MLK speaker urges students to learn their heritage

In a warm and conversational hour-long talk, award-winning journalist Michele Norris implored students in Packard Auditorium to preserve the stories that make up the fabric of America’s national history.

“As young people, you have a special role to play by asking questions about your family’s past, about their lives,” the host of NPR’s “All Things Considered” program said Thursday. “Take every opportunity to learn about your heritage—not necessarily about race, but whatever your personal story is. Go home with your laundry, but come back with your history.”

Norris delivered the keynote address during Lehigh’s weeklong celebration of the life of the Rev. Martin Luther King Jr., the late civil rights leader. She followed her own advice by sharing stories of her family’s past.

At breakfast with an uncle, Norris learned that her father had been shot in the leg by a policeman shortly after he returned from serving in the Navy during World War II. The incident occurred as her father attempted to enter a public building to attend a class on the U.S. Constitution, which he was studying in order to register to vote.

“He never told me. He never told my mother. He took that to his grave. And he was helped by all those around him, who signed onto this conspiracy of silence,” she said. “When I heard that, something inside me shifted. I thought about my father’s distinctive walk, and it turned out that it was related to that shooting.”
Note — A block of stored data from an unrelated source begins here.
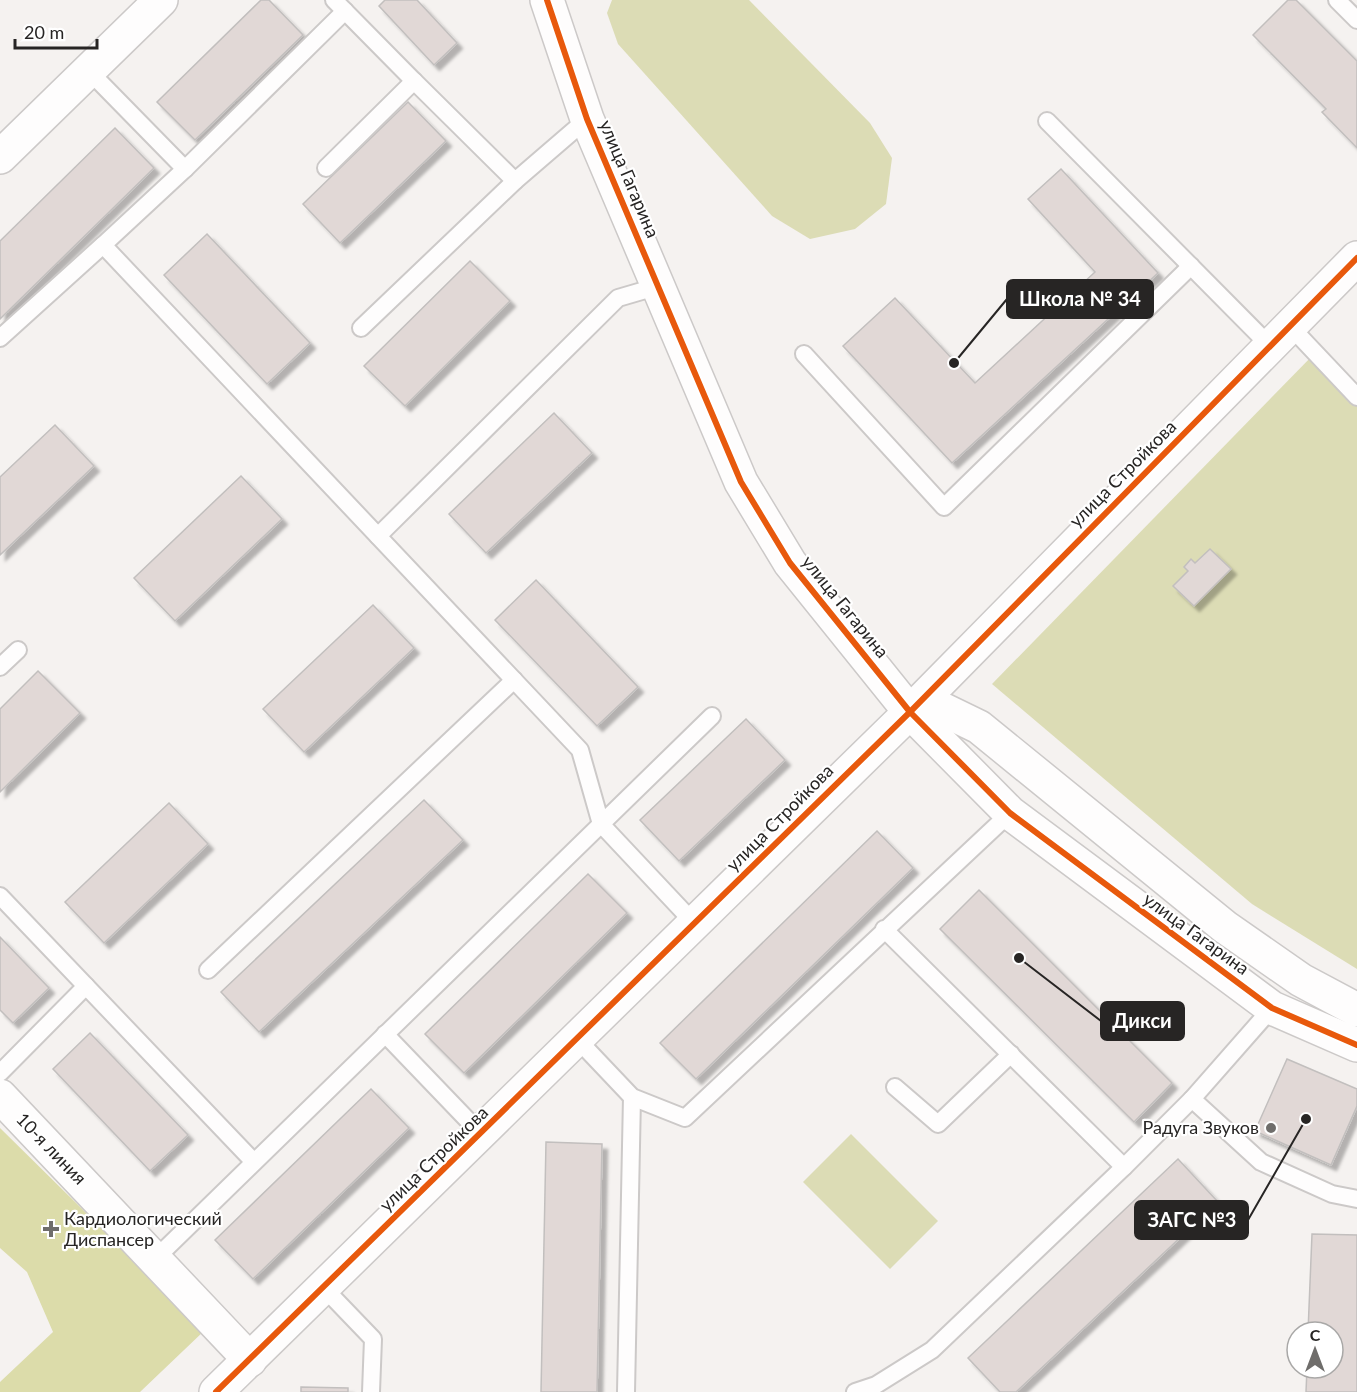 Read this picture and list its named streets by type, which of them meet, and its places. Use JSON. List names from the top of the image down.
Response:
{
  "streets": {
    "street": ["улица Гагарина", "улица Стройкова", "10-я линия"]
  },
  "crossings": [
    ["улица Гагарина", "улица Стройкова"],
    ["улица Стройкова", "10-я линия"]
  ],
  "places": {
    "other": [
      "Школа № 34",
      "Дикси",
      "ЗАГС №3",
      "Радуга Звуков"
    ],
    "health": ["Кардиологический Диспансер"]
  },
  "scale_bar": "20 m",
  "north": "top"
} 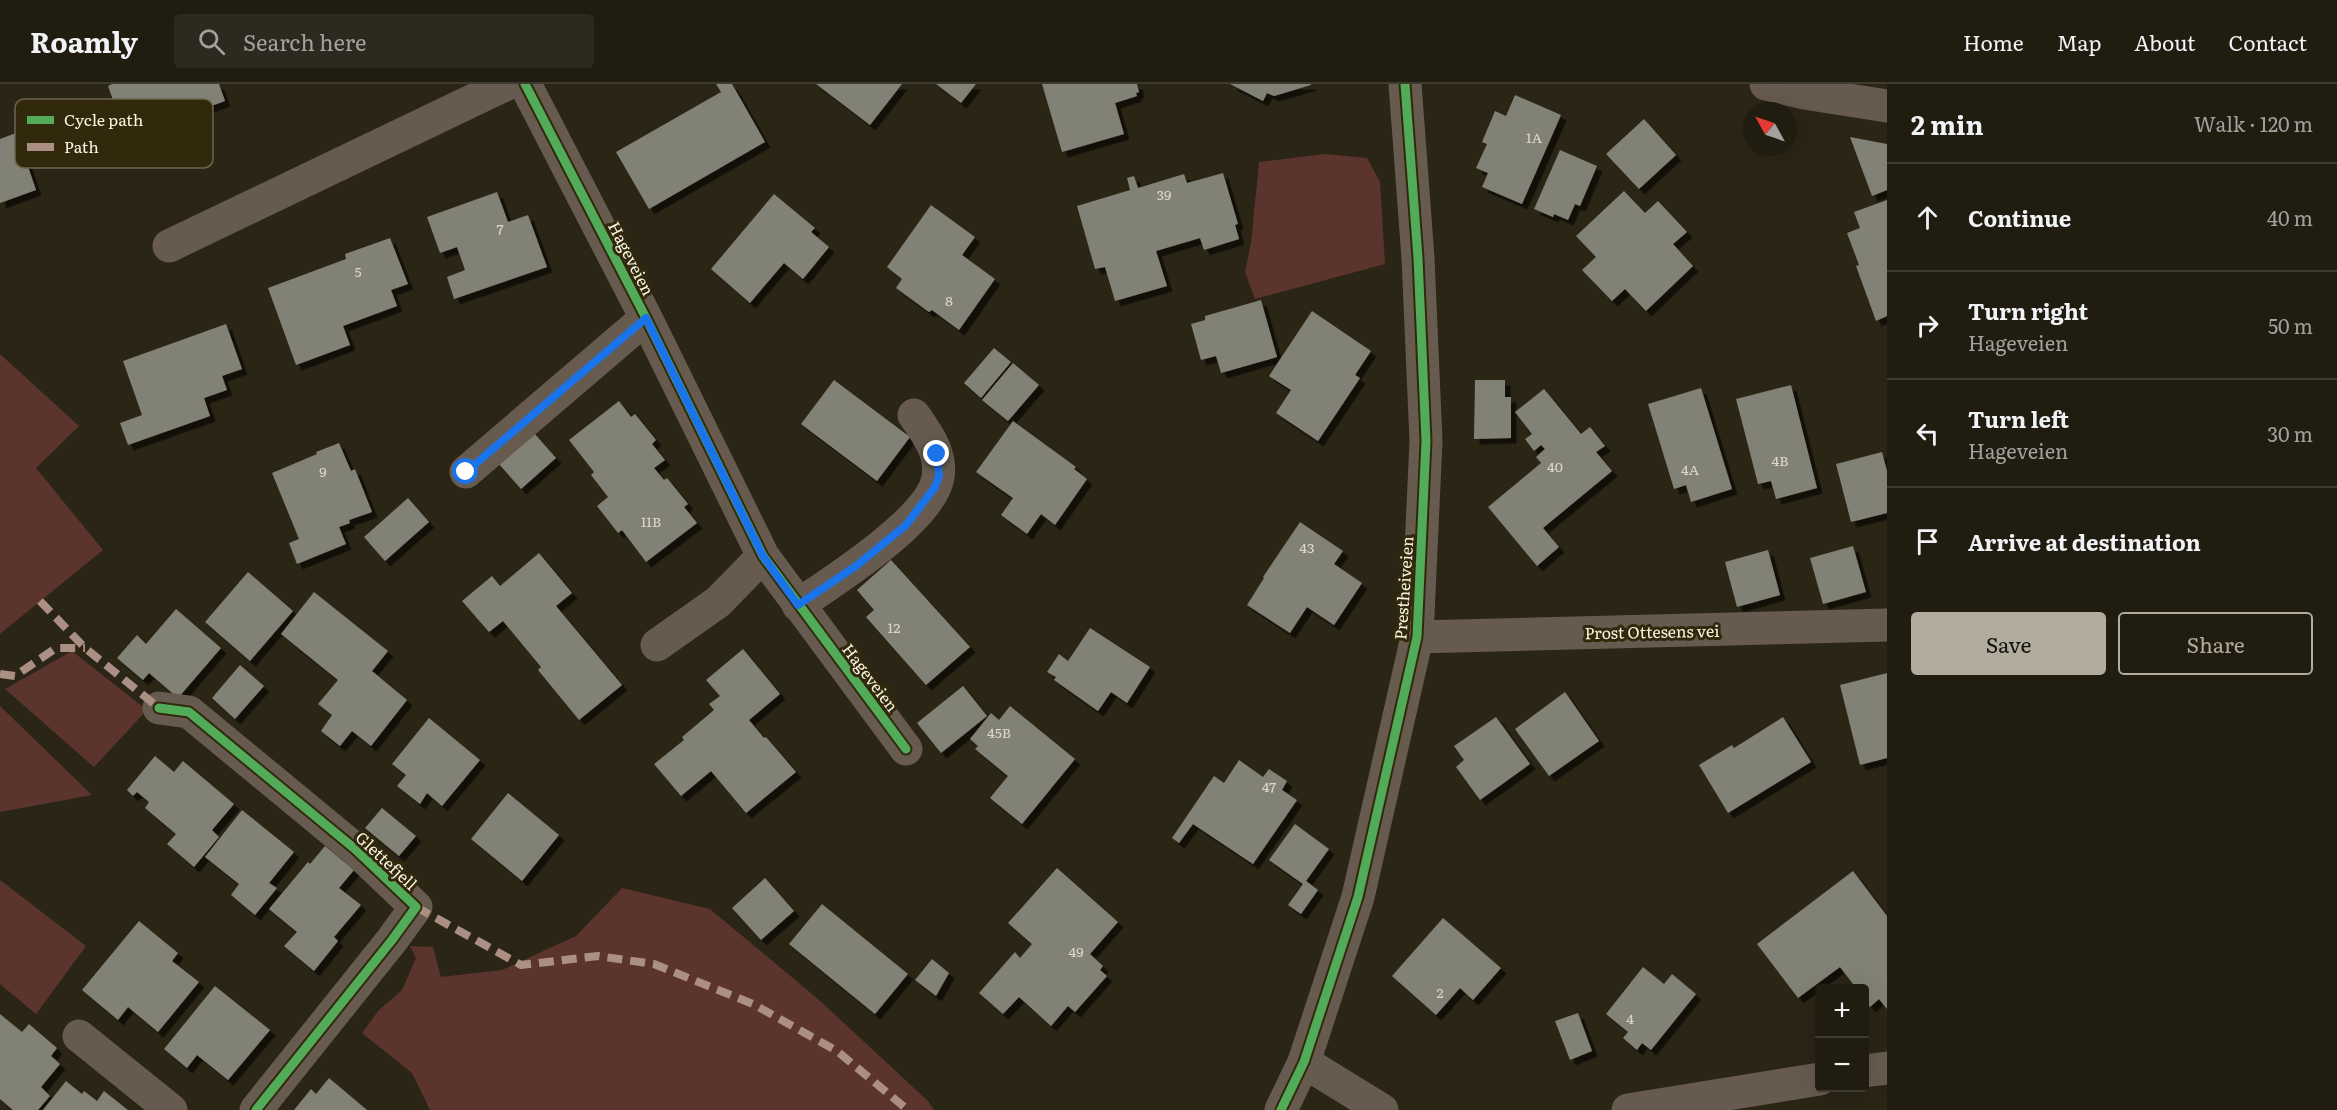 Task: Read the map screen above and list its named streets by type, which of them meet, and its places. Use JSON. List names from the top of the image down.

“I have decided to stick with love”

The story also offered deeper significance to a quote by King that her father had saved with his most treasured possessions in a dresser drawer. A sheet of paper with the words, “I have decided to stick with love because hate is too great a burden to bear,” was bound to a picture of his family and a sticker that read “I voted.”
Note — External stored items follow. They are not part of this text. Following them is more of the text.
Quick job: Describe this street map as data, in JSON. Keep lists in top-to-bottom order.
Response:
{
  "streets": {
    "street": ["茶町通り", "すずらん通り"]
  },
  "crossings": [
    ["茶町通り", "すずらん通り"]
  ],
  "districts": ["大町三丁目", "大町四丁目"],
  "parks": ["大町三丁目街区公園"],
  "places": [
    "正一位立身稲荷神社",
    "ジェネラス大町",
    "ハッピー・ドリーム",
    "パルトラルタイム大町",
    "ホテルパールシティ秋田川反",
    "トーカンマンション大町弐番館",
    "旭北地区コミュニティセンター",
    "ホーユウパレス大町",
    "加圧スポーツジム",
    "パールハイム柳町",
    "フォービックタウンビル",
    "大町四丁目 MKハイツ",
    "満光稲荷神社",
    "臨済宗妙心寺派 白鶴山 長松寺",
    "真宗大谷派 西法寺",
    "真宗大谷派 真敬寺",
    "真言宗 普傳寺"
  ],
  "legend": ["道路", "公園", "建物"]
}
“I talked to several other veterans, and to a person, they each had a story like this, but they never talked about it,” Norris said. “And despite this, my father had a sunny disposition, even though he had every reason in the world not to. I saw this as an incredible act of grace, to give his children his ambition instead of his anger.”
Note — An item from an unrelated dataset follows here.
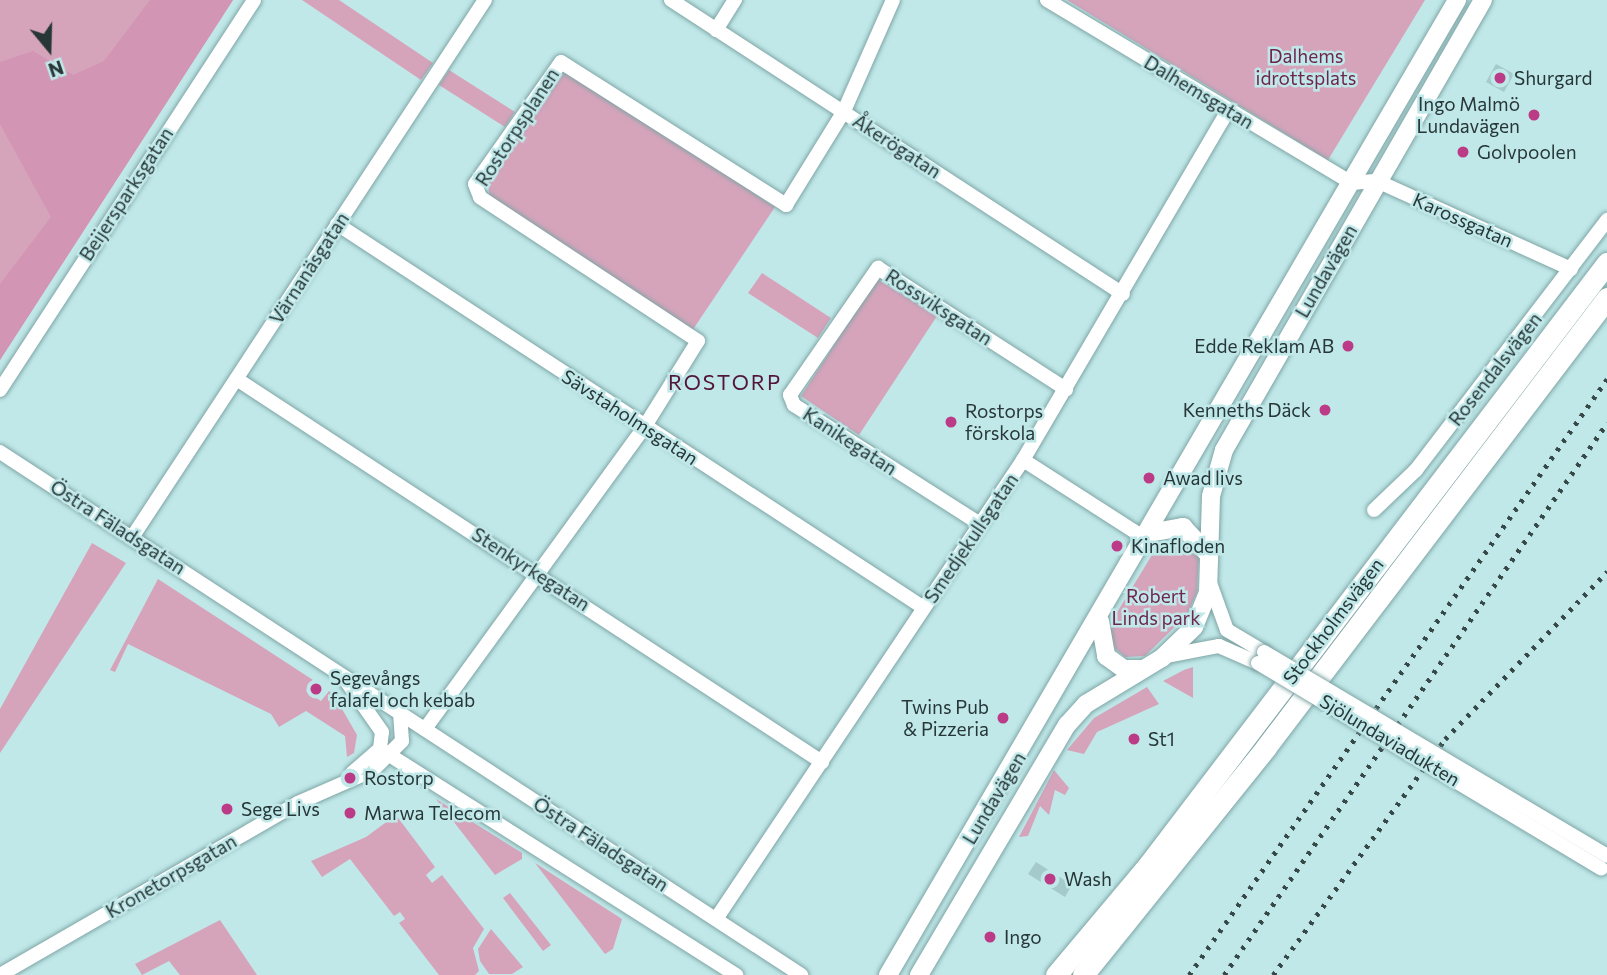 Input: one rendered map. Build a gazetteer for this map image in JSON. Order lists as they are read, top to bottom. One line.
{"streets":{"highway":["Stockholmsvägen"],"main road":["Lundavägen"],"street":["Dalhemsgatan","Rostorpsplanen","Åkerögatan","Beijersparksgatan","Karossgatan","Värnanäsgatan","Rossviksgatan","Rosendalsvägen","Sävstaholmsgatan","Kanikegatan","Östra Fäladsgatan","Smedjekullsgatan","Stenkyrkegatan","Sjölundaviadukten","Kronetorpsgatan"]},"crossings":[["Dalhemsgatan","Karossgatan"],["Dalhemsgatan","Lundavägen"],["Dalhemsgatan","Smedjekullsgatan"],["Rostorpsplanen","Åkerögatan"],["Rostorpsplanen","Sävstaholmsgatan"],["Åkerögatan","Smedjekullsgatan"],["Karossgatan","Lundavägen"],["Karossgatan","Rosendalsvägen"],["Värnanäsgatan","Sävstaholmsgatan"],["Värnanäsgatan","Östra Fäladsgatan"],["Värnanäsgatan","Stenkyrkegatan"],["Lundavägen","Sjölundaviadukten"],["Rossviksgatan","Kanikegatan"],["Rossviksgatan","Smedjekullsgatan"],["Sävstaholmsgatan","Smedjekullsgatan"],["Kanikegatan","Smedjekullsgatan"],["Östra Fäladsgatan","Smedjekullsgatan"],["Östra Fäladsgatan","Kronetorpsgatan"],["Smedjekullsgatan","Stenkyrkegatan"]],"districts":["ROSTORP"],"parks":["Dalhems idrottsplats","Robert Linds park"],"places":["Shurgard","Ingo Malmö Lundavägen","Golvpoolen","Edde Reklam AB","Kenneths Däck","Rostorps förskola","Awad livs","Kinafloden","Segevångs falafel och kebab","Twins Pub & Pizzeria","St1","Rostorp","Sege Livs","Marwa Telecom","Wash","Ingo"],"north":"bottom"}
Through these and other conversations with family members while researching her book, The Grace of Silence, Norris learned that her grandmother earned a living as an itinerant Aunt Jemima—a job she loathed—and that the Minneapolis neighborhood where she grew up became integrated only because many white families moved out after her family purchased their home.

“But those [white families] who stayed,” she said, “had children who became friends with my generation. And that’s how we’re evolving—home by home, block by block, school by school.”

Many of these painful recollections, she said, tend to bubble up during “periods of historic indigestion,” such as when Barack Obama, then a young senator from Illinois, launched his successful candidacy for U.S. President.

“Many members of my family are deeply conservative,” she said. “Yet, when they saw an image of a man of color behind a great big desk in the Oval Office, their feelings shifted because they saw someone who looked like them, like their son. They saw what was possible.”
 
Norris asked members of the audience to participate in her Race Card Project, which asks individuals to express their thoughts on race in six words.